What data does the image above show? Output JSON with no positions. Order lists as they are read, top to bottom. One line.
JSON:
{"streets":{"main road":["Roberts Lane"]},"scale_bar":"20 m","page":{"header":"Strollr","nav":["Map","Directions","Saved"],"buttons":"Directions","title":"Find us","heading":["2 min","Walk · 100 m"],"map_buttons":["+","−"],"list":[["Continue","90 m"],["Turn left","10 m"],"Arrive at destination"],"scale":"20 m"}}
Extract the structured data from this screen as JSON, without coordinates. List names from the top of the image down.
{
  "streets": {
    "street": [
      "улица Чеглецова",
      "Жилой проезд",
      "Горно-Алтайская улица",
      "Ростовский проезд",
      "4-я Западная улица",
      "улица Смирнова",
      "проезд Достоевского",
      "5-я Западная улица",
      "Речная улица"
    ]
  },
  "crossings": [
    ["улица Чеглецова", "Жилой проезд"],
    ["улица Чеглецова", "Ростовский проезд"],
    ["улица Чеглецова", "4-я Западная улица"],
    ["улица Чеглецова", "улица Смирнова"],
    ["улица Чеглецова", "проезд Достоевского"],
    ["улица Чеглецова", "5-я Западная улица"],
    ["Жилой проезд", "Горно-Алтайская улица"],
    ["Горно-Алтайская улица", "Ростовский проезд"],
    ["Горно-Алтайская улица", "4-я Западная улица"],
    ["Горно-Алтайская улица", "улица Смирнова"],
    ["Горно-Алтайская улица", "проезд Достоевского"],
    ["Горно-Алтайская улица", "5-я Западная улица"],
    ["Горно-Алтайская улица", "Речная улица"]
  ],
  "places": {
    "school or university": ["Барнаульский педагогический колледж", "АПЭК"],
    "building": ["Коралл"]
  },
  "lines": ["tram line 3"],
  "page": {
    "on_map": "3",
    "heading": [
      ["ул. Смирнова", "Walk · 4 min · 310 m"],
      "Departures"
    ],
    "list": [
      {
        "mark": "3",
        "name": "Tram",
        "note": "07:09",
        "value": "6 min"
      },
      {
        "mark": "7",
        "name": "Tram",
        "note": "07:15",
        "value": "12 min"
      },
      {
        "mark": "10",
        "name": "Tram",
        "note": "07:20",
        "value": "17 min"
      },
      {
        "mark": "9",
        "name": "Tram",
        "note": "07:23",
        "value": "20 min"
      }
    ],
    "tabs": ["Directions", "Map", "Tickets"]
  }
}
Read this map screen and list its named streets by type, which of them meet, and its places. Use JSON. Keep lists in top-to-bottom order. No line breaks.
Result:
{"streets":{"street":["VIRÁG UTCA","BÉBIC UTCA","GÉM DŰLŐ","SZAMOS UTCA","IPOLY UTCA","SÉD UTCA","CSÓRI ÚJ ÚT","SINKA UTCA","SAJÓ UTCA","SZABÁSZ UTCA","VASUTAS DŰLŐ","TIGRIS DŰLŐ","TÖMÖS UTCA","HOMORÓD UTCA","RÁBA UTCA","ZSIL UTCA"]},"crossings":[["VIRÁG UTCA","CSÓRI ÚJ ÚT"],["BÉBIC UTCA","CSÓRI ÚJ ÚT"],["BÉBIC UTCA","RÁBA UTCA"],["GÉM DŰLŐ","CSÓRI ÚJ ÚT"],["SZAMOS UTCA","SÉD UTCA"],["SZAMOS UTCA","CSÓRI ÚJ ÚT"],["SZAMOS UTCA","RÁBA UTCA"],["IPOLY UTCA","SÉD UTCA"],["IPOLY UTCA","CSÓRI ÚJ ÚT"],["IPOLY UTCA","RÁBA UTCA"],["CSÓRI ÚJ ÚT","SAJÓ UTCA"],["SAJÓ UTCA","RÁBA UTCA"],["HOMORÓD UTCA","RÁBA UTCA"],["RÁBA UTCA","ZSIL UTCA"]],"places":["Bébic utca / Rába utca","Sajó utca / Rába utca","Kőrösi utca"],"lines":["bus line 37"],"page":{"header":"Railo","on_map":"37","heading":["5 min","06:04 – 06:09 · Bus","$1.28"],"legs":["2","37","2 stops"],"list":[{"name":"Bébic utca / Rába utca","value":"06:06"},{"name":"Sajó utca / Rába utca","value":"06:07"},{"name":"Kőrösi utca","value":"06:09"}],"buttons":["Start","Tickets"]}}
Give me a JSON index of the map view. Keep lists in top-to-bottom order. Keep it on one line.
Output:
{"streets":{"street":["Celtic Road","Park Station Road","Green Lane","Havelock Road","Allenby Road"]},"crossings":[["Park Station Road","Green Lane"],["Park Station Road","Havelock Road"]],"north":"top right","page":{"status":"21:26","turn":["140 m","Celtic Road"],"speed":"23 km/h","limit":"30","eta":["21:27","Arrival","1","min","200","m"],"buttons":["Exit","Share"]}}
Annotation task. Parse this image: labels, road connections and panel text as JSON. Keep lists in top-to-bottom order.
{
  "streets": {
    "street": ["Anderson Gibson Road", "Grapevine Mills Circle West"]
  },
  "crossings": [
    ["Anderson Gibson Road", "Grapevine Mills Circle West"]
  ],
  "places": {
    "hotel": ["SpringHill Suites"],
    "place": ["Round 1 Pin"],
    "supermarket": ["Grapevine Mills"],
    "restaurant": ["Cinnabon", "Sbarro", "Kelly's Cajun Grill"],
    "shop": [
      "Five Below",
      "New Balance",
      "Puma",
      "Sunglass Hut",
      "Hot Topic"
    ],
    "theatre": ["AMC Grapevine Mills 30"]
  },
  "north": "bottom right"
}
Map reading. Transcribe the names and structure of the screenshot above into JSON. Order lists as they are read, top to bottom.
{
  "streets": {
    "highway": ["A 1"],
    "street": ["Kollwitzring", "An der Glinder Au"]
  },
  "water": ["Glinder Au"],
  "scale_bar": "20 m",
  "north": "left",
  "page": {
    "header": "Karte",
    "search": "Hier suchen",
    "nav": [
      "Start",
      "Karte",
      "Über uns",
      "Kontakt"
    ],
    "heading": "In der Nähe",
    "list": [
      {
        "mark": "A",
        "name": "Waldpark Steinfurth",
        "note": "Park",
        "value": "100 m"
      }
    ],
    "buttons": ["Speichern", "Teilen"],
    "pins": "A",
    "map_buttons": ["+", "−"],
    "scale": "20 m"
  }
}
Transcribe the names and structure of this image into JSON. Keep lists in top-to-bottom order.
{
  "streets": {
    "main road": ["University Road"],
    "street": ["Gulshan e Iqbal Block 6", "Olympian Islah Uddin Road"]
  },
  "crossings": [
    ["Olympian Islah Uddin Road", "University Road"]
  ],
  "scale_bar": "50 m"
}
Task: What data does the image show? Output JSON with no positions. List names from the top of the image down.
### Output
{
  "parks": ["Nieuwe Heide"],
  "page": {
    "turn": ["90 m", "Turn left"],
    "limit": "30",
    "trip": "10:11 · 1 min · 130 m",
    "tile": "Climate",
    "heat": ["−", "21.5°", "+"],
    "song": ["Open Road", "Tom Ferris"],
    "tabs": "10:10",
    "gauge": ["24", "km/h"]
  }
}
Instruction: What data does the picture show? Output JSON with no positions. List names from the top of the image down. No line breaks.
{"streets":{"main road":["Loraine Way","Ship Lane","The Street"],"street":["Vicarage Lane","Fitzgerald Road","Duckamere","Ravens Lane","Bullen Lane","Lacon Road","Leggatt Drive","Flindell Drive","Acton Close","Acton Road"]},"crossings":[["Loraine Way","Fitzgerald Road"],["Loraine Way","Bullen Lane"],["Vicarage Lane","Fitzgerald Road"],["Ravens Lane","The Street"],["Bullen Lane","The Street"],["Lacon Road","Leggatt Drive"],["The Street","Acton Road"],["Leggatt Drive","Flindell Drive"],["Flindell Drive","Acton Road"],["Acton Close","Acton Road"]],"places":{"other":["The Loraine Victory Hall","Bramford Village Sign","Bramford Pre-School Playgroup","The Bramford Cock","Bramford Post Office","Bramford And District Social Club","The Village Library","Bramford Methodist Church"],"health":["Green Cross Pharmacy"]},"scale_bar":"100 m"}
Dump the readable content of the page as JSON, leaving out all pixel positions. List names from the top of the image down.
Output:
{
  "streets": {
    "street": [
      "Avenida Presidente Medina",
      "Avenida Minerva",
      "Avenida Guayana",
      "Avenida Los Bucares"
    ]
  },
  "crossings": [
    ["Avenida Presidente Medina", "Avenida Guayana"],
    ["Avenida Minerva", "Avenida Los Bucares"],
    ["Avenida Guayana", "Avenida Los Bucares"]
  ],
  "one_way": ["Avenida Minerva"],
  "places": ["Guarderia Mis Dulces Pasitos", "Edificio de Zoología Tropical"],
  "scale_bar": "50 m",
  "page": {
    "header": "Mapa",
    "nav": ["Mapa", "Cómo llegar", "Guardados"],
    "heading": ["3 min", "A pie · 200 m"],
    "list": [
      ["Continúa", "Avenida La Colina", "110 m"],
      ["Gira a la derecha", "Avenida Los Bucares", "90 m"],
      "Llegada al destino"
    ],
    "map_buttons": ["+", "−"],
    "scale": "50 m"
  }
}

§ **Action item**: Repeat, word for word, the lines above between the line holding "Read this map" and the line holding "Give me a JSON", inclusive; omit everything else.

§ **Task solution**:
Read this map screen and list its named streets by type, which of them meet, and its places. Use JSON. Keep lists in top-to-bottom order. No line breaks.
Result:
{"streets":{"street":["VIRÁG UTCA","BÉBIC UTCA","GÉM DŰLŐ","SZAMOS UTCA","IPOLY UTCA","SÉD UTCA","CSÓRI ÚJ ÚT","SINKA UTCA","SAJÓ UTCA","SZABÁSZ UTCA","VASUTAS DŰLŐ","TIGRIS DŰLŐ","TÖMÖS UTCA","HOMORÓD UTCA","RÁBA UTCA","ZSIL UTCA"]},"crossings":[["VIRÁG UTCA","CSÓRI ÚJ ÚT"],["BÉBIC UTCA","CSÓRI ÚJ ÚT"],["BÉBIC UTCA","RÁBA UTCA"],["GÉM DŰLŐ","CSÓRI ÚJ ÚT"],["SZAMOS UTCA","SÉD UTCA"],["SZAMOS UTCA","CSÓRI ÚJ ÚT"],["SZAMOS UTCA","RÁBA UTCA"],["IPOLY UTCA","SÉD UTCA"],["IPOLY UTCA","CSÓRI ÚJ ÚT"],["IPOLY UTCA","RÁBA UTCA"],["CSÓRI ÚJ ÚT","SAJÓ UTCA"],["SAJÓ UTCA","RÁBA UTCA"],["HOMORÓD UTCA","RÁBA UTCA"],["RÁBA UTCA","ZSIL UTCA"]],"places":["Bébic utca / Rába utca","Sajó utca / Rába utca","Kőrösi utca"],"lines":["bus line 37"],"page":{"header":"Railo","on_map":"37","heading":["5 min","06:04 – 06:09 · Bus","$1.28"],"legs":["2","37","2 stops"],"list":[{"name":"Bébic utca / Rába utca","value":"06:06"},{"name":"Sajó utca / Rába utca","value":"06:07"},{"name":"Kőrösi utca","value":"06:09"}],"buttons":["Start","Tickets"]}}
Give me a JSON index of the map view. Keep lists in top-to-bottom order. Keep it on one line.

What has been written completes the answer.